=== Data section ===

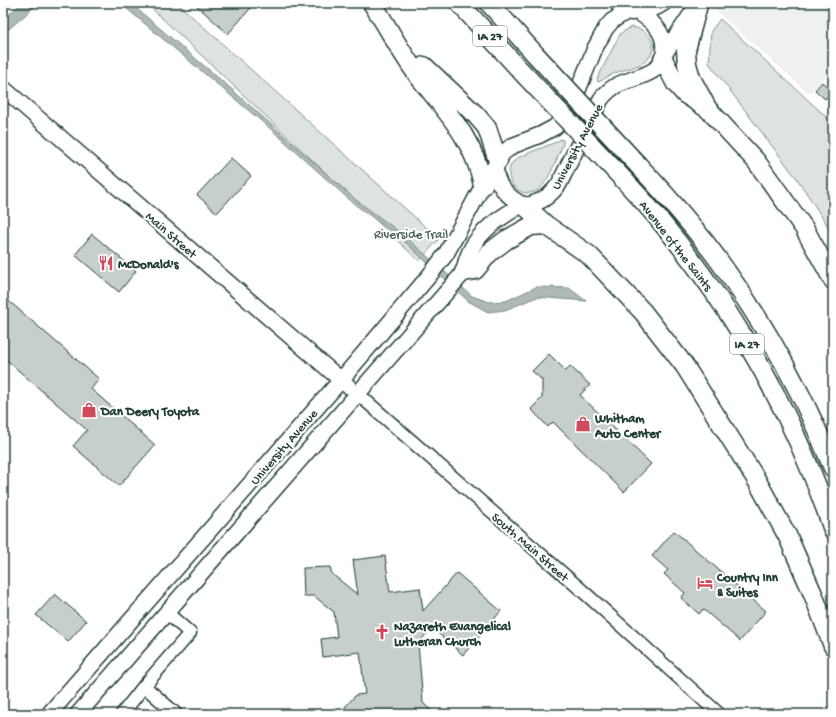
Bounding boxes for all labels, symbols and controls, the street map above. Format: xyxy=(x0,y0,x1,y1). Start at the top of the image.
road number: IA 27 xyxy=(473,26,507,46)
street label: University Avenue xyxy=(549,101,607,193)
street label: Avenue of the Saints xyxy=(635,198,716,296)
street label: Main Street xyxy=(142,210,200,263)
park label: Riverside Trail xyxy=(374,228,448,243)
restaurant icon: McDonald's xyxy=(97,254,115,272)
place label: McDonald's xyxy=(118,258,180,273)
road number: IA 27 xyxy=(730,334,764,354)
shop icon: Dan Deery Toyota xyxy=(80,401,98,419)
place label: Dan Deery Toyota xyxy=(100,405,200,420)
street label: University Avenue xyxy=(248,407,322,488)
place label: Whitham Auto Center xyxy=(594,412,662,442)
shop icon: Whitham Auto Center xyxy=(574,415,592,433)
street label: South Main Street xyxy=(488,510,572,587)
place label: Country Inn & Suites xyxy=(716,571,779,601)
hotel icon: Country Inn & Suites xyxy=(696,574,714,592)
place label: Nazareth Evangelical Lutheran Church xyxy=(394,620,511,650)
church icon: Nazareth Evangelical Lutheran Church xyxy=(373,623,391,641)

===

What the exercise asks
Everything in the records must be returned exactly, except the pictures.

Result of this exercise
Bounding boxes for all labels, symbols and controls, the street map above. Format: xyxy=(x0,y0,x1,y1). Start at the top of the image.
road number: IA 27 xyxy=(473,26,507,46)
street label: University Avenue xyxy=(549,101,607,193)
street label: Avenue of the Saints xyxy=(635,198,716,296)
street label: Main Street xyxy=(142,210,200,263)
park label: Riverside Trail xyxy=(374,228,448,243)
restaurant icon: McDonald's xyxy=(97,254,115,272)
place label: McDonald's xyxy=(118,258,180,273)
road number: IA 27 xyxy=(730,334,764,354)
shop icon: Dan Deery Toyota xyxy=(80,401,98,419)
place label: Dan Deery Toyota xyxy=(100,405,200,420)
street label: University Avenue xyxy=(248,407,322,488)
place label: Whitham Auto Center xyxy=(594,412,662,442)
shop icon: Whitham Auto Center xyxy=(574,415,592,433)
street label: South Main Street xyxy=(488,510,572,587)
place label: Country Inn & Suites xyxy=(716,571,779,601)
hotel icon: Country Inn & Suites xyxy=(696,574,714,592)
place label: Nazareth Evangelical Lutheran Church xyxy=(394,620,511,650)
church icon: Nazareth Evangelical Lutheran Church xyxy=(373,623,391,641)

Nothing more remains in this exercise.